[<prev] [next>] [<thread-prev] [thread-next>] [day] [month] [year] [list]
Message-ID: <CAMvTesCbNYHjiwaZC4EJopErZhW+vM0d87zJ54RT_AKXb-2yjw@mail.gmail.com>
Date: Wed, 3 Dec 2025 22:21:18 +0800
From: Tianyu Lan <ltykernel@...il.com>
To: Michael Kelley <mhklinux@...look.com>, Christoph Hellwig <hch@...radead.org>,
Robin Murphy <robin.murphy@....com>
Cc: "kys@...rosoft.com" <kys@...rosoft.com>, "haiyangz@...rosoft.com" <haiyangz@...rosoft.com>,
"wei.liu@...nel.org" <wei.liu@...nel.org>, "decui@...rosoft.com" <decui@...rosoft.com>,
"longli@...rosoft.com" <longli@...rosoft.com>, "vdso@...bites.dev" <vdso@...bites.dev>,
Tianyu Lan <tiala@...rosoft.com>,
"linux-hyperv@...r.kernel.org" <linux-hyperv@...r.kernel.org>,
"linux-kernel@...r.kernel.org" <linux-kernel@...r.kernel.org>
Subject: Re: [RFC PATCH] Drivers: hv: Confidential VMBus exernal memory support
On Sat, Nov 29, 2025 at 1:47 AM Michael Kelley <mhklinux@...look.com> wrote:
>
> From: Tianyu Lan <ltykernel@...il.com> Sent: Monday, November 24, 2025 10:29 AM
> >
> > In CVM(Confidential VM), system memory is encrypted
> > by default.

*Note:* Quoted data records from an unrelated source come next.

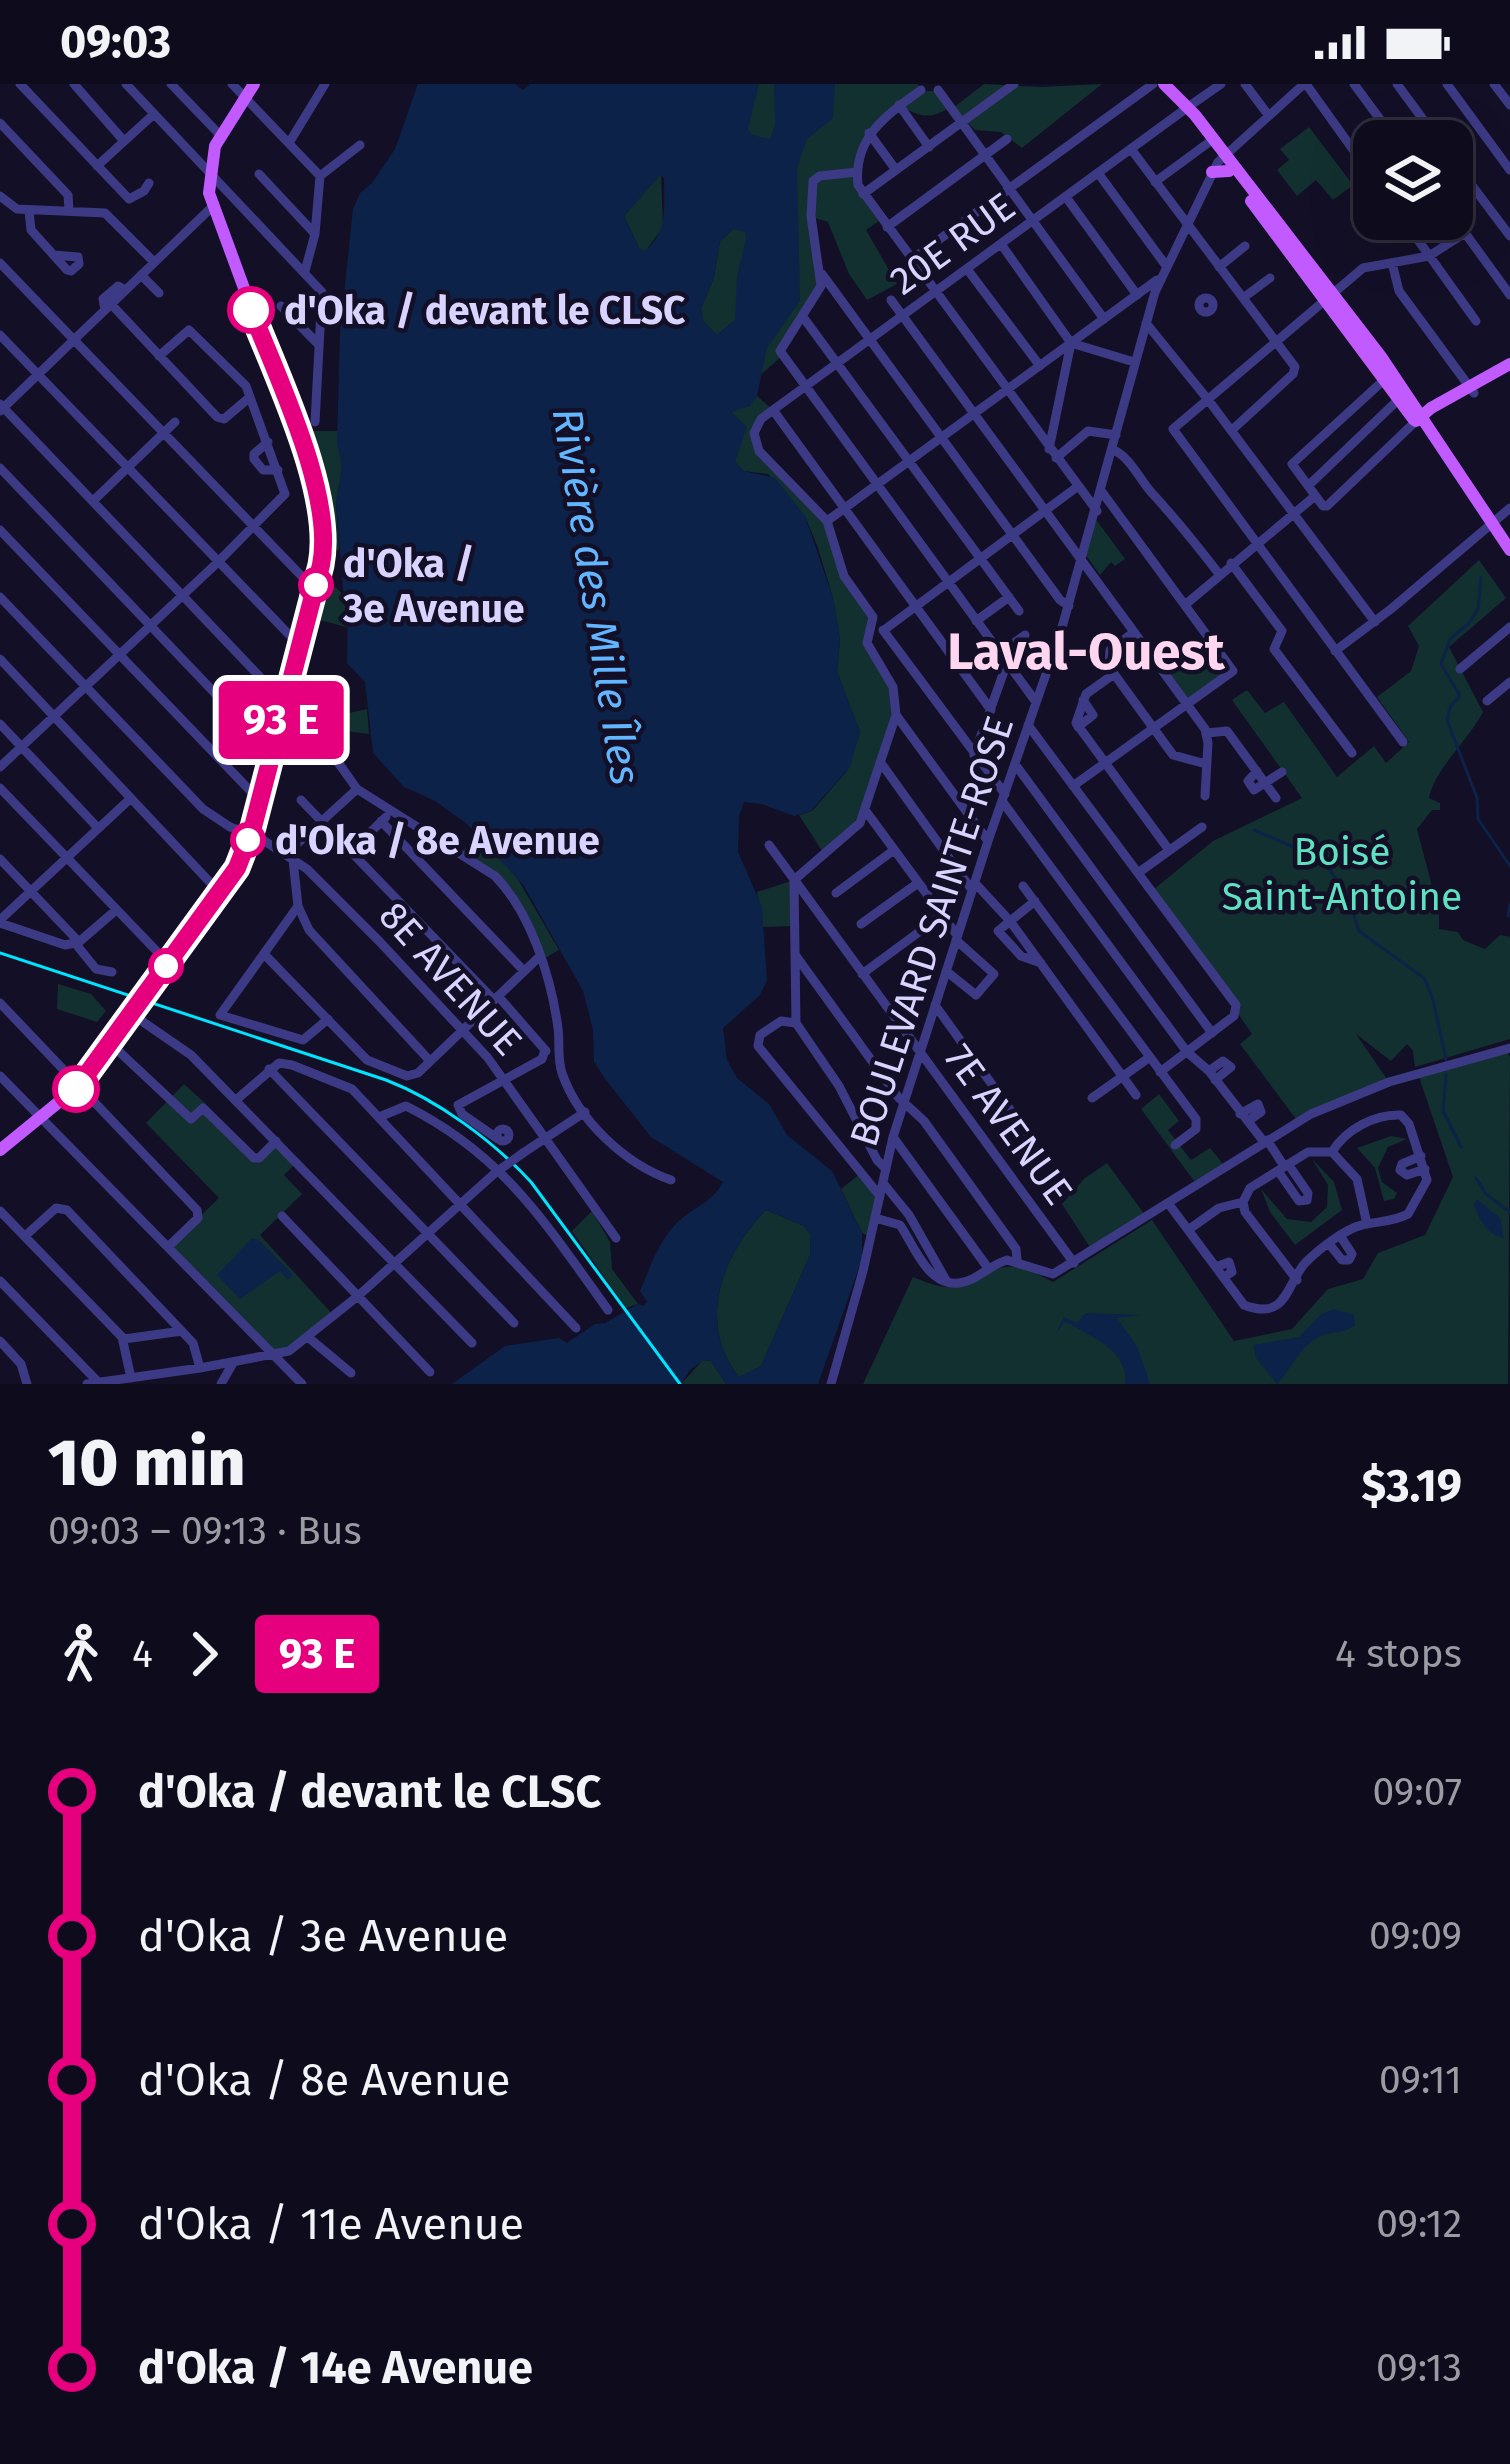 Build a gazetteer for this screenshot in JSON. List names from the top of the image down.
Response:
{
  "streets": {
    "street": [
      "20E RUE",
      "BOULEVARD SAINTE-ROSE",
      "8E AVENUE",
      "7E AVENUE"
    ]
  },
  "crossings": [
    ["BOULEVARD SAINTE-ROSE", "7E AVENUE"]
  ],
  "districts": ["Laval-Ouest"],
  "water": ["Rivière des Mille Îles"],
  "parks": ["Boisé Saint-Antoine"],
  "places": ["d'Oka / devant le CLSC", "d'Oka / 3e Avenue", "d'Oka / 8e Avenue"],
  "page": {
    "status": "09:03",
    "on_map": "93 E",
    "heading": ["10 min", "09:03 – 09:13 · Bus", "$3.19"],
    "legs": ["4", "93 E", "4 stops"],
    "list": [
      {
        "name": "d'Oka / devant le CLSC",
        "value": "09:07"
      },
      {
        "name": "d'Oka / 3e Avenue",
        "value": "09:09"
      },
      {
        "name": "d'Oka / 8e Avenue",
        "value": "09:11"
      },
      {
        "name": "d'Oka / 11e Avenue",
        "value": "09:12"
      },
      {
        "name": "d'Oka / 14e Avenue",
        "value": "09:13"
      }
    ]
  }
}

Device drivers typically use the swiotlb
> > bounce buffer for DMA memory, which is decrypted
> > and shared between the guest and host. Confidential
> > Vmbus, however, supports a confidential channel
>
Hi Michael:
Thanks for your review. I spent some time to do test
and still need paravisor(HCL) team to double check.
> s/Vmbus/VMBus/ [and elsewhere in this commit msg]
>
Will update.
> > that employs encrypted memory for the Vmbus ring
> > buffer and external DMA memory. The support for
> > the confidential ring buffer has already been
> > integrated.
> >
> > In CVM, device drivers usually employ the standard
> > DMA API to map DMA memory with the bounce buffer,
> > which remains transparent to the device driver.

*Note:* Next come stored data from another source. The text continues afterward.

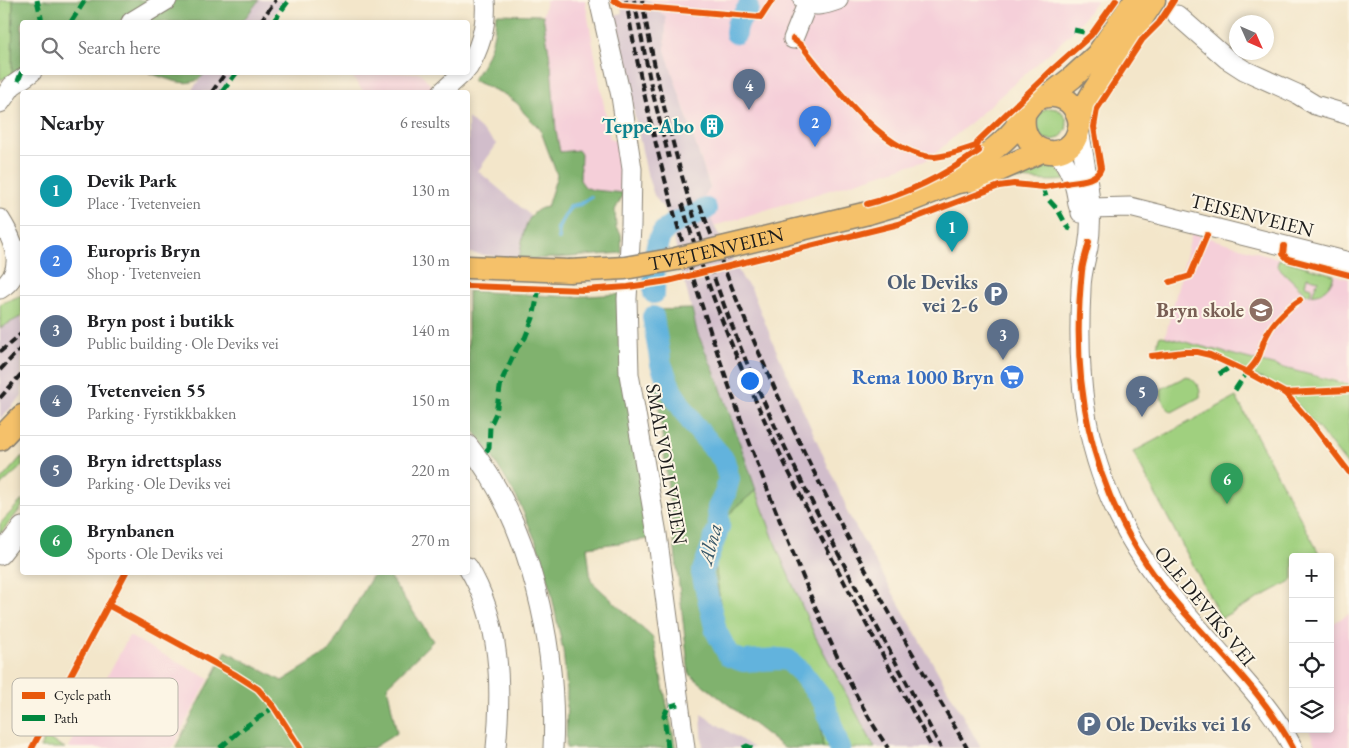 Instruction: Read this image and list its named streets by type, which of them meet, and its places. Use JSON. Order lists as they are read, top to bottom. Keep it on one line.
{"streets":{"main road":["TVETENVEIEN"],"street":["TEISENVEIEN","SMALVOLLVEIEN","OLE DEVIKS VEI"]},"crossings":[["TEISENVEIEN","OLE DEVIKS VEI"],["TVETENVEIEN","OLE DEVIKS VEI"]],"water":["Alna"],"places":{"building":["Teppe-Abo"],"parking":["Ole Deviks vei 2-6","Ole Deviks vei 16"],"school or university":["Bryn skole"],"supermarket":["Rema 1000 Bryn"]},"legend":["Cycle path","Path"],"north":"bottom right","page":{"search":"Search here","pins":["4","2","1","3","5","6"],"heading":["Nearby","6 results"],"list":[{"mark":"1","name":"Devik Park","note":"Place · Tvetenveien","value":"130 m"},{"mark":"2","name":"Europris Bryn","note":"Shop · Tvetenveien","value":"130 m"},{"mark":"3","name":"Bryn post i butikk","note":"Public building · Ole Deviks vei","value":"140 m"},{"mark":"4","name":"Tvetenveien 55","note":"Parking · Fyrstikkbakken","value":"150 m"},{"mark":"5","name":"Bryn idrettsplass","note":"Parking · Ole Deviks vei","value":"220 m"},{"mark":"6","name":"Brynbanen","note":"Sports · Ole Deviks vei","value":"270 m"}],"map_buttons":["+","−"]}} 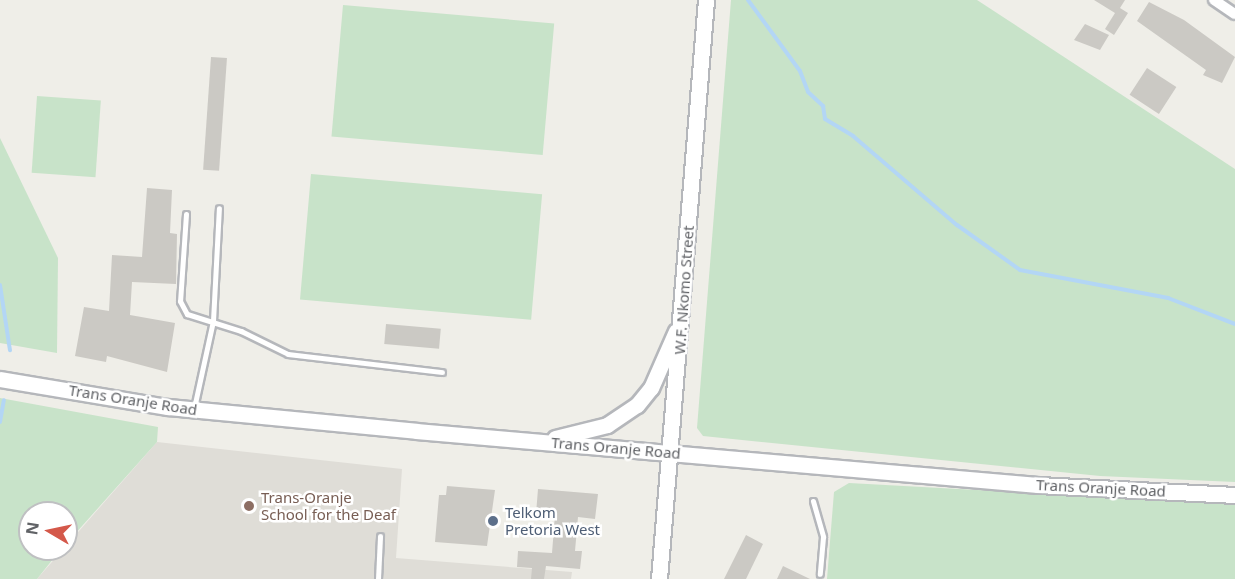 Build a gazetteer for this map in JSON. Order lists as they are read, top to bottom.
{
  "streets": {
    "main road": ["W.F. Nkomo Street", "Trans Oranje Road"]
  },
  "crossings": [
    ["W.F. Nkomo Street", "Trans Oranje Road"]
  ],
  "places": ["Trans-Oranje School for the Deaf", "Telkom Pretoria West"],
  "north": "left"
}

> > For external DMA memory support,
>
> The "external memory" terminology is not at all clear in the context
> of Linux. Presumably the terminology came from Hyper-V or the
> paravisor, but I never understood what the "external" refers to. Maybe
> it is memory that is "external" with respect to the hypervisor, and therefore
> not shared between the hypervisor and guest? But that meaning won't be
> evident to other reviewers in the Linux kernel community. In any case, some
> explanation of "external memory" is needed. And even consider changing the
> field names in the code to be something that makes more sense to Linux.
>
Agree. For VMbus devices, there are two major kinds of communication
methods with
the host.
* VMbus ring buffer.
* Dynamic DMA transition
The confidential ring buffer has been upstreamed and merged into the
Linux kernel 6.18
by Roman. Additionally, the confidential DMA transition, also known as
external memory
allows the use of private/encrypted memory as DMA memory.
> > Hyper-V specific
> > DMA operations are introduced, bypassing the bounce
> > buffer when the confidential external memory flag
> > is set.
>
> This commit message never explains why it is important to not do bounce
> buffering. There's the obvious but unstated reason of improving performance,
> but that's not the main reason. The main reason is a confidentiality leak.
> When available, Confidential VMBus would be used because it keeps the
> DMA data private (i.e., encrypted) and confidential to the guest. Bounce
> buffering copies the data to shared (i.e., decrypted) swiotlb memory, where
> it is exposed to the hypervisor. That's a confidentiality leak, and is the
> primary reason the bounce buffering must be eliminated. This requirement
> was pointed out by Robin Murphy in the discussion of Roman Kisel's
> original code to eliminate the bounce buffering.
>
For CVM on Hyper-V,, there are typically two layers: VTL0 and VTL2. VTL2
plays a similar role as L1 hypervisor of normal guest in VTL0. Communication
between these two layers can utilize private or encrypted memory directly, as
they both reside within the same CVM. This differs from the
communication between
the host and VTL0/VTL2, where shared or decrypted memory (bounce
buffer) is required.
For Confidential VMbus devices in CVM, the device module (emulated
device code) in
VTL2 and interacts with the normal guest in VTL0. As a result, the
Confidential VMbus
device's ring buffer and DMA transactions may use private or encrypted memory.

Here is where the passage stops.